Pubdate: 3-16 Feb 1999
Source: The Little Rock Free Press (AR)
Copyright: 1999 The Little Rock Free Press
Author: Will Swagel
Note: The Little Rock Free Press is a bi-weekly 'Newspaper for the Rest of Us'



A baggy pants Vaudeville comic greets his funny-faced friend. "Just back
from Paris, Pal? How was it?"

"Great!" says the friend. "Eiffel Tower. Left Bank. But what got me the
most was the kids. So smart! Four, five years old and already speaking

It helps to remember this joke when talking to youngsters in the
Netherlands - a place where tolerance seems to be the official party line,
taught in school and church. Some version of harm reduction - the
philosophy of accepting some of society's blemishes so as not to do more
damage trying to stamp them out - is pretty universally accepted in this
northern European country of 15 million.

Remembering the punchline may even be more important when talking to
Amsterdam police officers or Dutch government ministers. Hearing a
detective express sympathy and acceptance of the hard drug addicts in his
midst - you have to remember it's part him, of course, but partly the way
he was raised. The same when you hear a Dutch member of the European
Parliament state proudly that she helped establish cannabis coffeeshops
earlier in her political career.

They make it hard not to be ashamed of the United States, where the
percentage of citizens in prison (approaching 2 million) is the highest in
the developed world - nearly that of Russia, according to figures compiled
by the Sentencing Project. Where politicians advocate draconian
Prohibitions of increasing numbers of behaviors to win elections. And
where, despite these policies (or because of them) rates of youth drug use
and abortions soar.

Back in the Cafe Ebeling, I am telling Amsterdam sociologist Bart van
Heerikhuizen that in Alaska, a man was sentenced to life in prison without
the possibility of parole for growing marijuana in commercial quantities. I
tell van Heerikhuizen - the father of a 17-year-old and a 13-year-old -
that in my home town, a teenager was charged with a felony for having
residue in a marijuana pipe on the school grounds - making him have to - at
the very least - answer "yes" to that question on job applications and
submit to drug testing for the rest of his life.

"Shouldn't you include this in your article, too?" van Heerikhuizen all but
cries out. "It is so strange for a Dutch person to hear this kind of
thing!" Later van Heerikhuizen tells me the Dutch have an expression for
U.S.-style Prohibition: "Mopping the floor when the faucet is running."

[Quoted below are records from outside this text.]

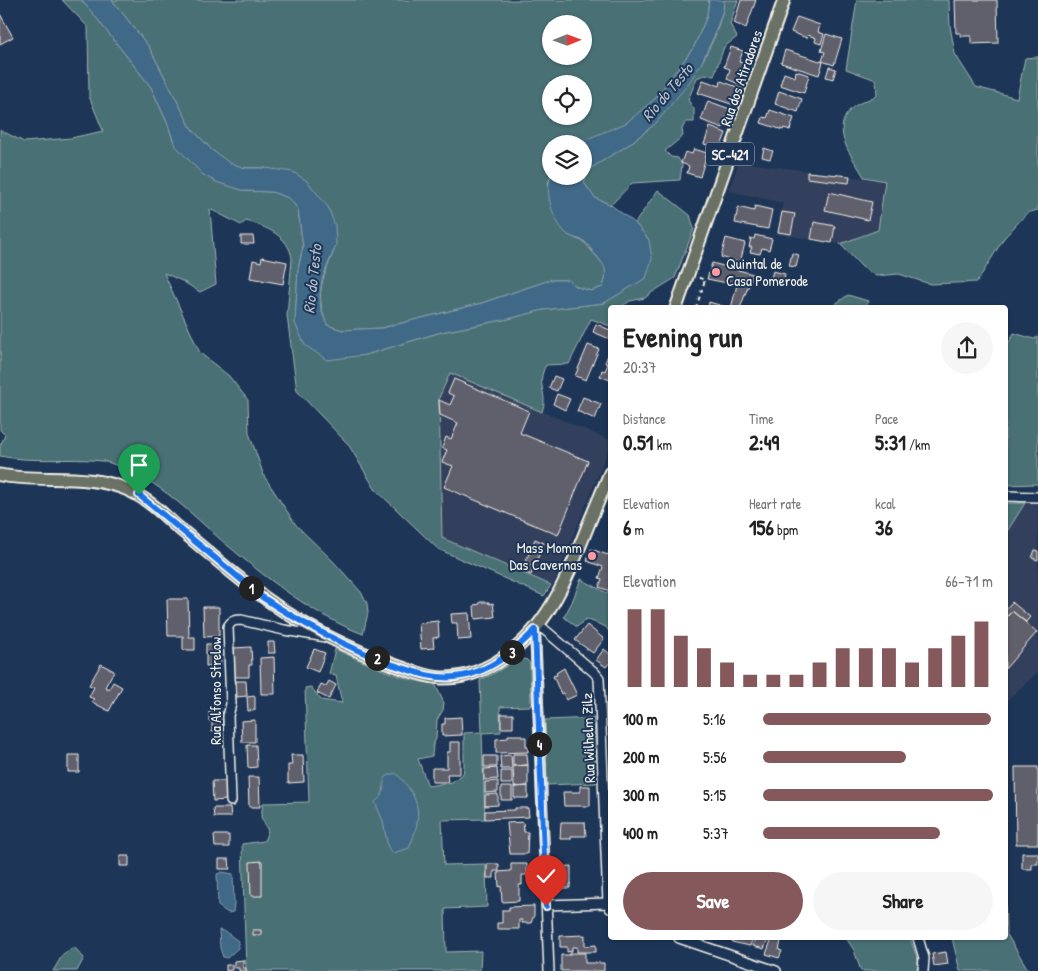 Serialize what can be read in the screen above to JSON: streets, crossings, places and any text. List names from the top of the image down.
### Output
{
  "streets": {
    "main road": ["Rua dos Atiradores", "SC-421"],
    "street": ["Rua Alfonso Strelow", "Rua Wilhelm Zilz"]
  },
  "water": ["Rio do Testo"],
  "places": ["Quintal de Casa Pomerode", "Mass Momm Das Cavernas"],
  "north": "right",
  "page": {
    "heading": ["Evening run", "20:37"],
    "stats": [
      ["Distance", "0.51 km"],
      ["Time", "2:49"],
      ["Pace", "5:31 /km"],
      ["Elevation", "6 m"],
      ["Heart rate", "156 bpm"],
      ["kcal", "36"]
    ],
    "chart": ["Elevation", "66–71 m"],
    "pins": [
      "1",
      "3",
      "2",
      "4"
    ],
    "list": [
      {
        "name": "100 m",
        "note": "5:16"
      },
      {
        "name": "200 m",
        "note": "5:56"
      },
      {
        "name": "300 m",
        "note": "5:15"
      },
      {
        "name": "400 m",
        "note": "5:37"
      }
    ],
    "buttons": ["Save", "Share"]
  }
} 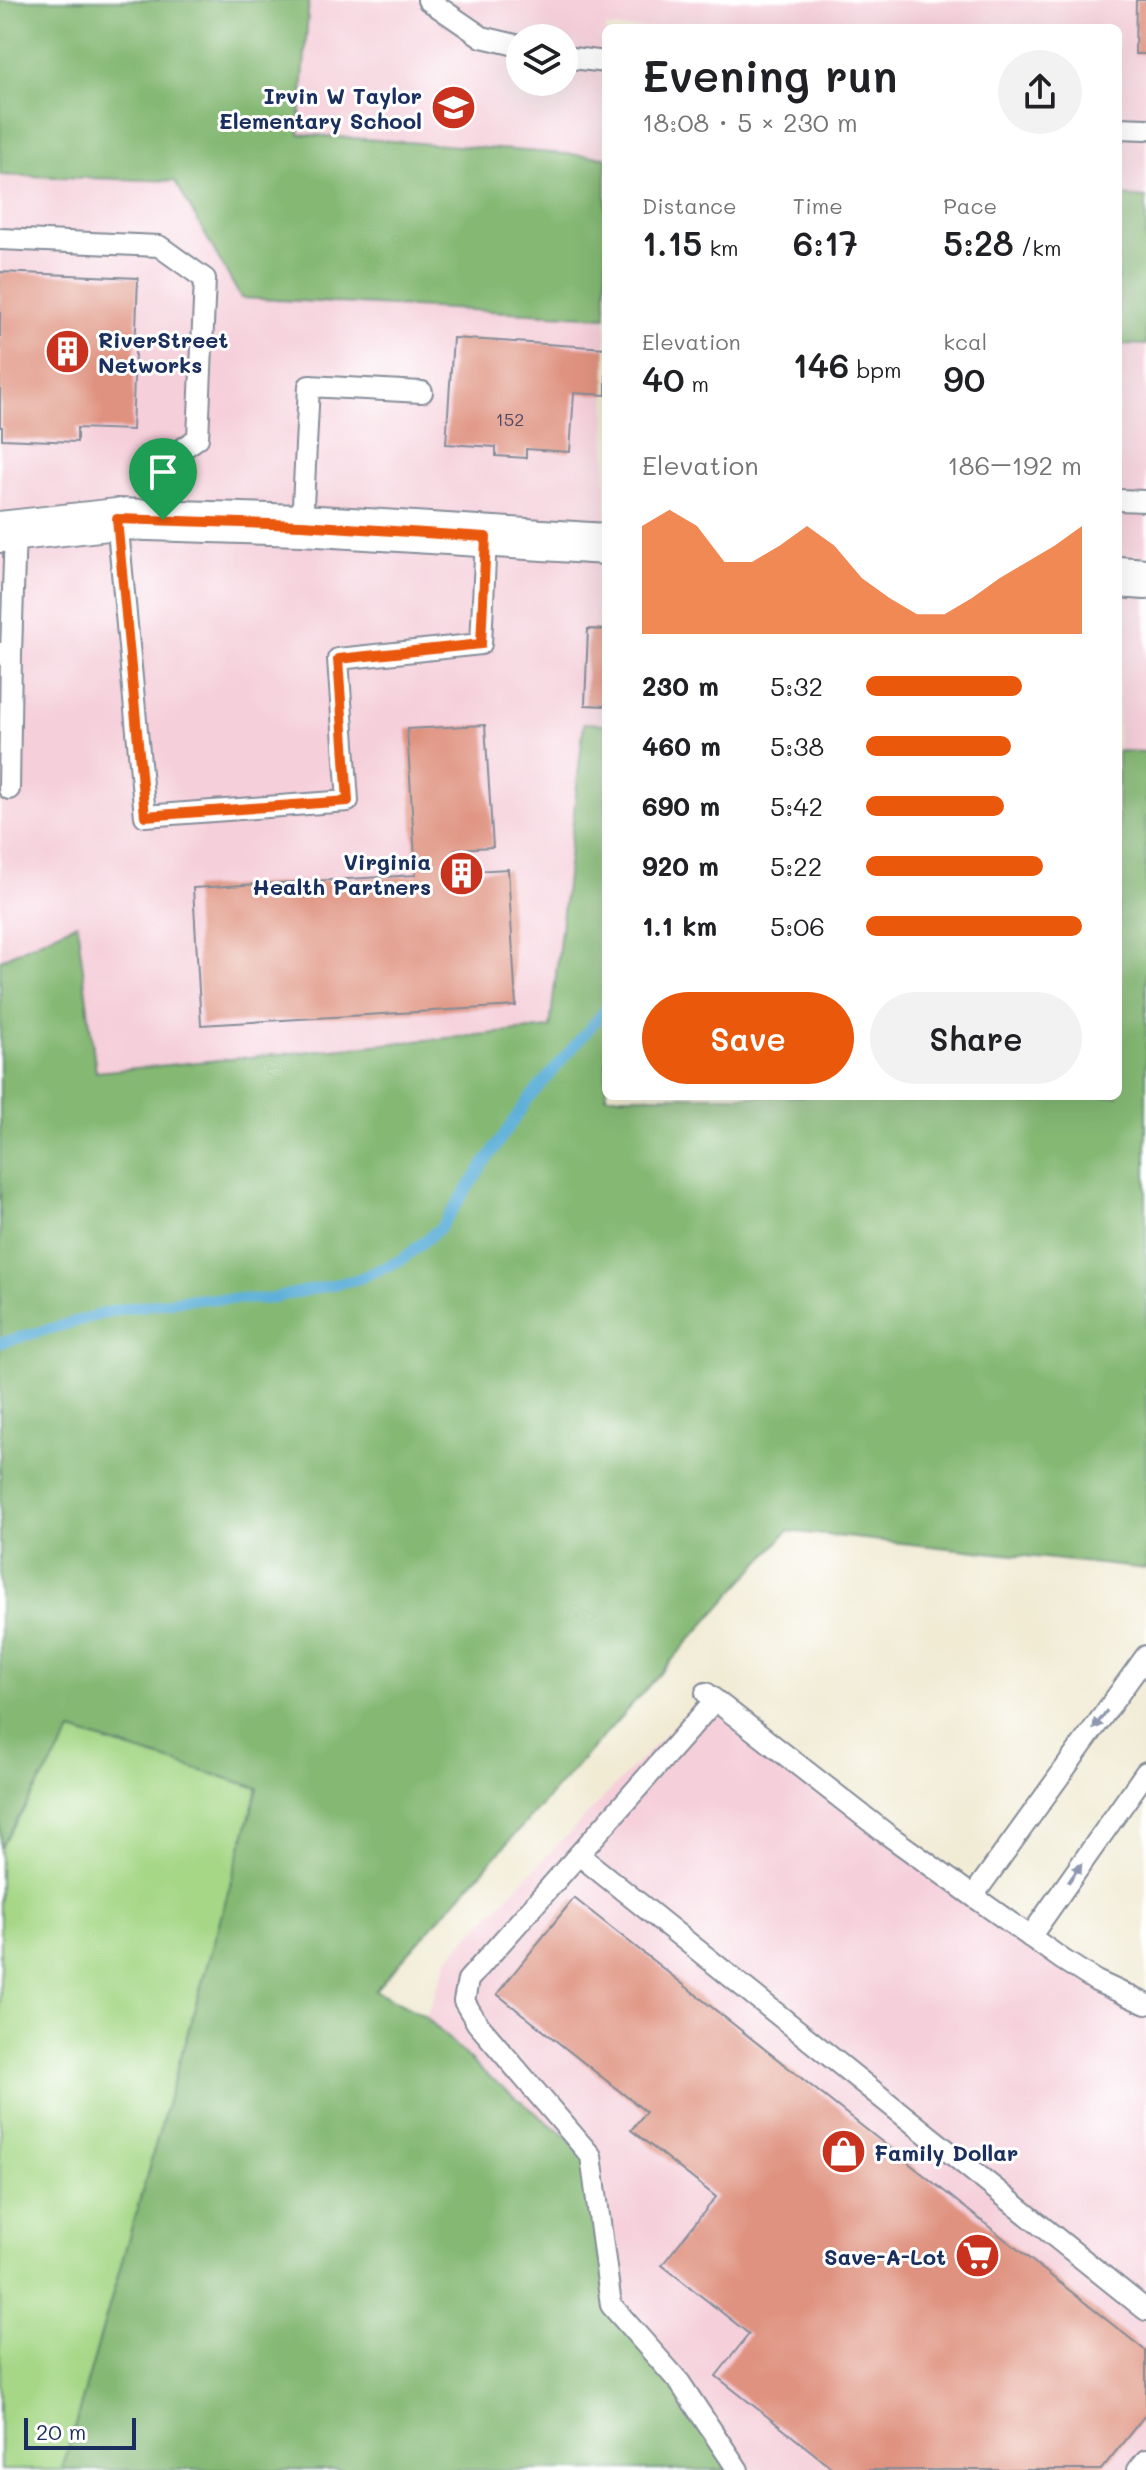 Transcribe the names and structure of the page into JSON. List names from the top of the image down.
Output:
{
  "places": {
    "school or university": ["Irvin W Taylor Elementary School"],
    "building": ["RiverStreet Networks", "Virginia Health Partners"],
    "shop": ["Family Dollar"],
    "supermarket": ["Save-A-Lot"]
  },
  "house_numbers": ["152"],
  "scale_bar": "20 m",
  "page": {
    "heading": ["Evening run", "18:08 · 5 × 230 m"],
    "stats": [
      ["Distance", "1.15 km"],
      ["Time", "6:17"],
      ["Pace", "5:28 /km"],
      ["Elevation", "40 m"],
      ["146 bpm"],
      ["kcal", "90"]
    ],
    "chart": ["Elevation", "186–192 m"],
    "list": [
      {
        "name": "230 m",
        "note": "5:32"
      },
      {
        "name": "460 m",
        "note": "5:38"
      },
      {
        "name": "690 m",
        "note": "5:42"
      },
      {
        "name": "920 m",
        "note": "5:22"
      },
      {
        "name": "1.1 km",
        "note": "5:06"
      }
    ],
    "buttons": ["Save", "Share"],
    "scale": "20 m"
  }
} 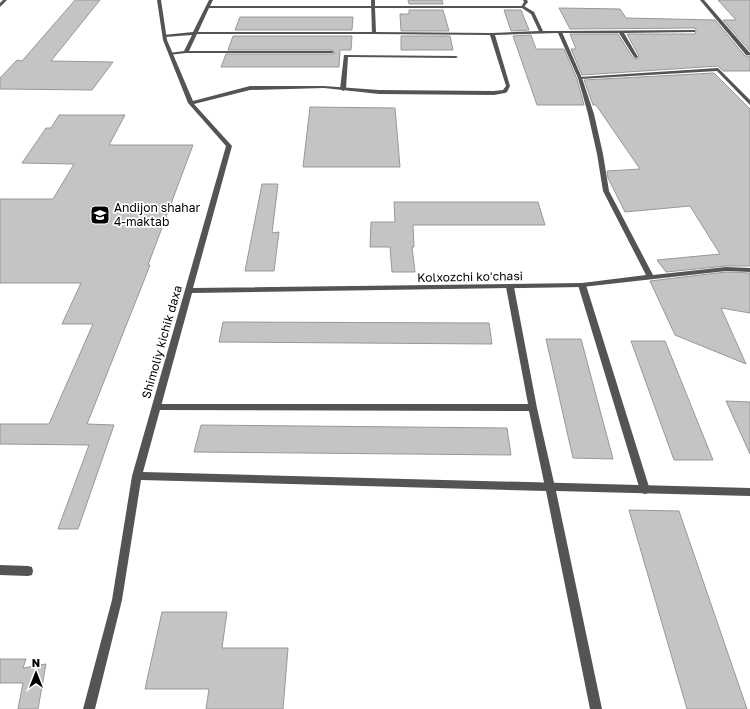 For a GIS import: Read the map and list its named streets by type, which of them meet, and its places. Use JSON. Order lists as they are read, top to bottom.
{
  "streets": {
    "street": ["Kolxozchi koʻchasi", "Shimoliy kichik daxa"]
  },
  "crossings": [
    ["Kolxozchi koʻchasi", "Shimoliy kichik daxa"]
  ],
  "places": {
    "school or university": ["Andijon shahar 4-maktab"]
  },
  "north": "top"
}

"The normal American citizen has such an idiotic picture of drugs," says
Herman-Louis Matser, who works with recreational drug users for an
Amsterdam drug policy and service organization, Adviesburo Drugs. "Such a
prejudice has nothing to do with the truth. Because people are told lies,
now you have to act as though the lies are true?"

The Dutch get angry when you question their tolerance - an important part
of a national identity they sometimes claim not to have. Question their
beliefs and you run the risk of hearing criticisms of such "Americanisms"
such as the "24-hour economy" (the Dutch close shops at 6:00pm and aren't
open on Sundays), welfare "reform" and employee downsizing.

The Dutch themselves say their tolerance and willingness to accept new, and
often disquieting developments, stem from being a small nation, dependent
on trade with often more powerful partners.

"When you have to make a deal with someone, you don't talk about your
political preference or your religious preference," van Heerikhuizen explains.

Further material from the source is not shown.